- [DESCRIPTION OF THE TASK]: Only the lines from the one containing "M312,692L322,703L313,712L306,706L310,702L306,698Z" through the one containing "M344,408L342,467L327,638C327,664 335,680 362,684L442,685L465,682" should be printed, exactly as they appear below, with both ends included.

++++ PROVIDED ENTRIES ++++

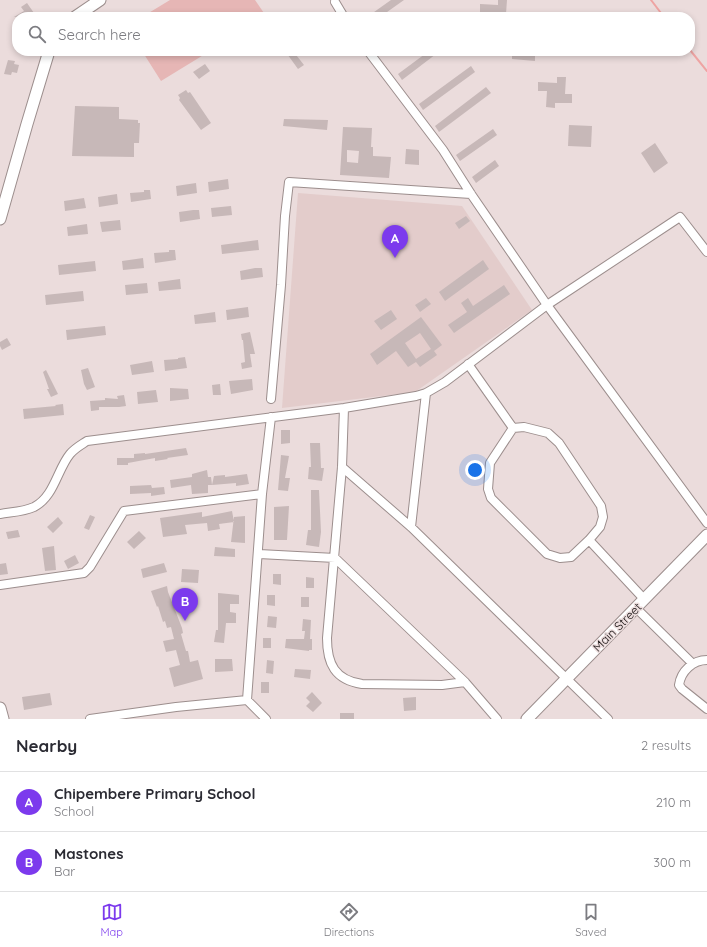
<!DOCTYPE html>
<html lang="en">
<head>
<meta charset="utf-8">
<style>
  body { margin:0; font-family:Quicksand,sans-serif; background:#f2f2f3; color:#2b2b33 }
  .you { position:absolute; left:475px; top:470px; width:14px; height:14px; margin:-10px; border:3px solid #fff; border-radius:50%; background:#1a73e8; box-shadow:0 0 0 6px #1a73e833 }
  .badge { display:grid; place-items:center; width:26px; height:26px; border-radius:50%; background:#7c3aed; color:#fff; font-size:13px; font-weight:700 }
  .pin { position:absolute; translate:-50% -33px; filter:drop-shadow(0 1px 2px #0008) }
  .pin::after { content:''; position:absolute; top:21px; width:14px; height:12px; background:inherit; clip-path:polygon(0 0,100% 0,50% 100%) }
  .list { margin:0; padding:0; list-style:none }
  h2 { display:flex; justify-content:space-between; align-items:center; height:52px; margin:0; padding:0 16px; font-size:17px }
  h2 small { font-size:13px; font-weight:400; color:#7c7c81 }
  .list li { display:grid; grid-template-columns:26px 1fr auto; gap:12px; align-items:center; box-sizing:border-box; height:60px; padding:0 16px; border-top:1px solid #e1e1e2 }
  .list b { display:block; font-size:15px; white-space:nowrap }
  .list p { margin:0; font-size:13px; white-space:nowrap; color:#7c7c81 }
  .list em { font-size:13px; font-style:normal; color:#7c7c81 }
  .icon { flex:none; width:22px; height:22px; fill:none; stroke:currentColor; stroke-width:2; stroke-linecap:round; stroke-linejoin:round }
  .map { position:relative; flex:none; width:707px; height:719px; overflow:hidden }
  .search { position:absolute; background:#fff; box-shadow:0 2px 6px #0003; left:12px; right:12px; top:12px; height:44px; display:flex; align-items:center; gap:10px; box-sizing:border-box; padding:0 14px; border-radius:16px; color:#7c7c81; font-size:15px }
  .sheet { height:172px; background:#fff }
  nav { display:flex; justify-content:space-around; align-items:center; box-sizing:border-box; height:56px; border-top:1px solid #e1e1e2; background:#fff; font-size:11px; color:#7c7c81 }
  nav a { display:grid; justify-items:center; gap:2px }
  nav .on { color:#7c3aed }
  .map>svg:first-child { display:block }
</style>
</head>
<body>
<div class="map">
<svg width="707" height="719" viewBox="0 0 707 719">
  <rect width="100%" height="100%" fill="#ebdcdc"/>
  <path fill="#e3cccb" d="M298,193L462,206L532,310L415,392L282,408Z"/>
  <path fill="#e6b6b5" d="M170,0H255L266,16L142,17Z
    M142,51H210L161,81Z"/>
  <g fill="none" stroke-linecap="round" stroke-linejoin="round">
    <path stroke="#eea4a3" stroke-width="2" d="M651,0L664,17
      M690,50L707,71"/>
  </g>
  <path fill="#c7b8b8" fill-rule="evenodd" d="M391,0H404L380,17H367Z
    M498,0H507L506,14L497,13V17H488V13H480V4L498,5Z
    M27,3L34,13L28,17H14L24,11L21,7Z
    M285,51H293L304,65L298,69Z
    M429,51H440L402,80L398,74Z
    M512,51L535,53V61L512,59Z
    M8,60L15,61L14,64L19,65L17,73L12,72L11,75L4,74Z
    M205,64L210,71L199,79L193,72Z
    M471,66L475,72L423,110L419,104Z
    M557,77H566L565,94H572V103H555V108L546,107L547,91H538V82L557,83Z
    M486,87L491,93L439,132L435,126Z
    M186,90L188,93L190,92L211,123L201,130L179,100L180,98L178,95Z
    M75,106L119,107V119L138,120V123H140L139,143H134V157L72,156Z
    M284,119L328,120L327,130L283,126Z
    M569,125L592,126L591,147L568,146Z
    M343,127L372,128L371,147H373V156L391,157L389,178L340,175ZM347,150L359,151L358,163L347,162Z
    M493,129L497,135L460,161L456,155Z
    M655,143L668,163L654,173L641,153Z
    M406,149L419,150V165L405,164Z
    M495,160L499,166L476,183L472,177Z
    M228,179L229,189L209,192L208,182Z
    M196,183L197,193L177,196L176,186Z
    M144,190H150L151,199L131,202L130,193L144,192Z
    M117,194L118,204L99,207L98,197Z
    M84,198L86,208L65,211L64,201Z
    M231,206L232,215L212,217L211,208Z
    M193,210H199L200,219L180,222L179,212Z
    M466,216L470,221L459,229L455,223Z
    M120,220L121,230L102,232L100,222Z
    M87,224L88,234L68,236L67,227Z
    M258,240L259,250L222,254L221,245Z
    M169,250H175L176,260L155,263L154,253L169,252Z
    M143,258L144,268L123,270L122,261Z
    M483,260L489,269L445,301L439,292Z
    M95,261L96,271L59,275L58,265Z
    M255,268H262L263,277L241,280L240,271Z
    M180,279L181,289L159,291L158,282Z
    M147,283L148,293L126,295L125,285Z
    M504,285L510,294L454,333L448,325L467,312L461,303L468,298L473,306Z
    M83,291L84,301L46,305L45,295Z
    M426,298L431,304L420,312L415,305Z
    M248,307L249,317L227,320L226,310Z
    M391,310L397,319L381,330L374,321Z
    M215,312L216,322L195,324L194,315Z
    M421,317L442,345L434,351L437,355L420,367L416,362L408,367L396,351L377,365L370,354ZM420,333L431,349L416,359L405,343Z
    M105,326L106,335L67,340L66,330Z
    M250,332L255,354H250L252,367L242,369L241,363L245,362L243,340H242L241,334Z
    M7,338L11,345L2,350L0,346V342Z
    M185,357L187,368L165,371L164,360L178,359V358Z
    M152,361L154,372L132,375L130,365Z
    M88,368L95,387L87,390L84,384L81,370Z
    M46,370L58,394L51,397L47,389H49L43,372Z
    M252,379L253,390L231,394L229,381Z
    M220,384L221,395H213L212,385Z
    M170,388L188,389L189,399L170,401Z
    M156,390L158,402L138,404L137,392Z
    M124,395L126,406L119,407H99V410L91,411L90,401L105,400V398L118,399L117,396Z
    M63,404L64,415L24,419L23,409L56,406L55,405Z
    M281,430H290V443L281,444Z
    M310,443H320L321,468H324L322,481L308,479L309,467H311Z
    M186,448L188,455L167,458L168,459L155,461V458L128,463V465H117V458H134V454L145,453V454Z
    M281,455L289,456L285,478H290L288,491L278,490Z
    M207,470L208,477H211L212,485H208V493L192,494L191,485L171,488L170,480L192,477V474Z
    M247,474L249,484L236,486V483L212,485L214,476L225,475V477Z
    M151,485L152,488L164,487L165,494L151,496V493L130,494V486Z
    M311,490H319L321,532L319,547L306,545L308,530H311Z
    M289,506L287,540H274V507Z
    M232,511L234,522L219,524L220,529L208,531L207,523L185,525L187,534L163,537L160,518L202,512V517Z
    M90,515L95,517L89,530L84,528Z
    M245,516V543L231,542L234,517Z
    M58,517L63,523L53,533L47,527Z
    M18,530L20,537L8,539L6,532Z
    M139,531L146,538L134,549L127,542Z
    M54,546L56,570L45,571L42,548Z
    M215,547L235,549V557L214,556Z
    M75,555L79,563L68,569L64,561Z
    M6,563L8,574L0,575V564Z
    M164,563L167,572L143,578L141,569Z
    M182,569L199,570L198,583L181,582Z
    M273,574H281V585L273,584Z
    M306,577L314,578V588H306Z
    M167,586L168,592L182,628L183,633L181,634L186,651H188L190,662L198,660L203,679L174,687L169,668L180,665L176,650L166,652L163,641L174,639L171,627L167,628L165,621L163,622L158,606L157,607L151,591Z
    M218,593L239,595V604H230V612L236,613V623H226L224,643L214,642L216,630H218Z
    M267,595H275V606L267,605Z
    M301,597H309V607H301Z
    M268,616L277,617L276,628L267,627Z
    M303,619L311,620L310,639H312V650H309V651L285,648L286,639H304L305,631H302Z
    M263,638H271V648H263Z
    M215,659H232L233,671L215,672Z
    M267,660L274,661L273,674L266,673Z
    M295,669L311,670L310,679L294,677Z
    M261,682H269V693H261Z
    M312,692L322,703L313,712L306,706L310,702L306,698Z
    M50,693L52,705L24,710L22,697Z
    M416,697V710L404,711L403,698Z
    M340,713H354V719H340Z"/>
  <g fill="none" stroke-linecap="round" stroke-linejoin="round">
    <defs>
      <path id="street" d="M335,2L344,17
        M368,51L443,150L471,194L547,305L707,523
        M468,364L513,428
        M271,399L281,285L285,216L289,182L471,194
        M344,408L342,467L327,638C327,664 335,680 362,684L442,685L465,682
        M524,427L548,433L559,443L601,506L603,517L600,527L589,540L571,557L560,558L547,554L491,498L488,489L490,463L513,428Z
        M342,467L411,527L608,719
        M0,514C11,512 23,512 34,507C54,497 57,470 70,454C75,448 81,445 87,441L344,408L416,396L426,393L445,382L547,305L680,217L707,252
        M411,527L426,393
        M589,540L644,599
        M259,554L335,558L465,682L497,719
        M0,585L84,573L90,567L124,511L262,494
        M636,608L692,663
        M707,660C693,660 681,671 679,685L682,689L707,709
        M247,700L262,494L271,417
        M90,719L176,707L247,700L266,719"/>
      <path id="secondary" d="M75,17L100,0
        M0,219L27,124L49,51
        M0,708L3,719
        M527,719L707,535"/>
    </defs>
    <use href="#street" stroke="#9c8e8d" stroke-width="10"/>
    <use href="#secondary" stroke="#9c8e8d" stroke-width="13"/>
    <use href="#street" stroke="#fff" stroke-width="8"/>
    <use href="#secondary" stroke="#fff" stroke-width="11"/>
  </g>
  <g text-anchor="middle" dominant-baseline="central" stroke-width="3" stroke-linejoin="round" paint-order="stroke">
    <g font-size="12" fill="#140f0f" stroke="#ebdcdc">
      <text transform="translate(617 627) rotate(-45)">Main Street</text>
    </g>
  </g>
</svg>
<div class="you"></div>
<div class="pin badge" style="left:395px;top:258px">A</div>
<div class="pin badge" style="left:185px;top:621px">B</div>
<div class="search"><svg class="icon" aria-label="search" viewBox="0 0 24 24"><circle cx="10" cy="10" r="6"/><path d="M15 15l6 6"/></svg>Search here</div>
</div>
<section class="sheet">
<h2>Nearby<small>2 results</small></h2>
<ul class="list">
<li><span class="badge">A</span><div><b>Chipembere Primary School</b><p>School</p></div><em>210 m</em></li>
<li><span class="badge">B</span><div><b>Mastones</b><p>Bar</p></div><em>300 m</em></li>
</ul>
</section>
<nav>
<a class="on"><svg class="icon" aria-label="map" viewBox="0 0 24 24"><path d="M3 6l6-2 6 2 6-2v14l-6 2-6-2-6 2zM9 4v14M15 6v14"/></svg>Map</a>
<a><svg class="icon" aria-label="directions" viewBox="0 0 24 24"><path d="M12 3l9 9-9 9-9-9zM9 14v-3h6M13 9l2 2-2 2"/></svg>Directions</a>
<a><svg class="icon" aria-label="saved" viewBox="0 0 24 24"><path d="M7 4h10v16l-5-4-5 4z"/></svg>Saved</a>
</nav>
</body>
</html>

++++

- [WRITTEN SOLUTION]:
    M312,692L322,703L313,712L306,706L310,702L306,698Z
    M50,693L52,705L24,710L22,697Z
    M416,697V710L404,711L403,698Z
    M340,713H354V719H340Z"/>
  <g fill="none" stroke-linecap="round" stroke-linejoin="round">
    <defs>
      <path id="street" d="M335,2L344,17
        M368,51L443,150L471,194L547,305L707,523
        M468,364L513,428
        M271,399L281,285L285,216L289,182L471,194
        M344,408L342,467L327,638C327,664 335,680 362,684L442,685L465,682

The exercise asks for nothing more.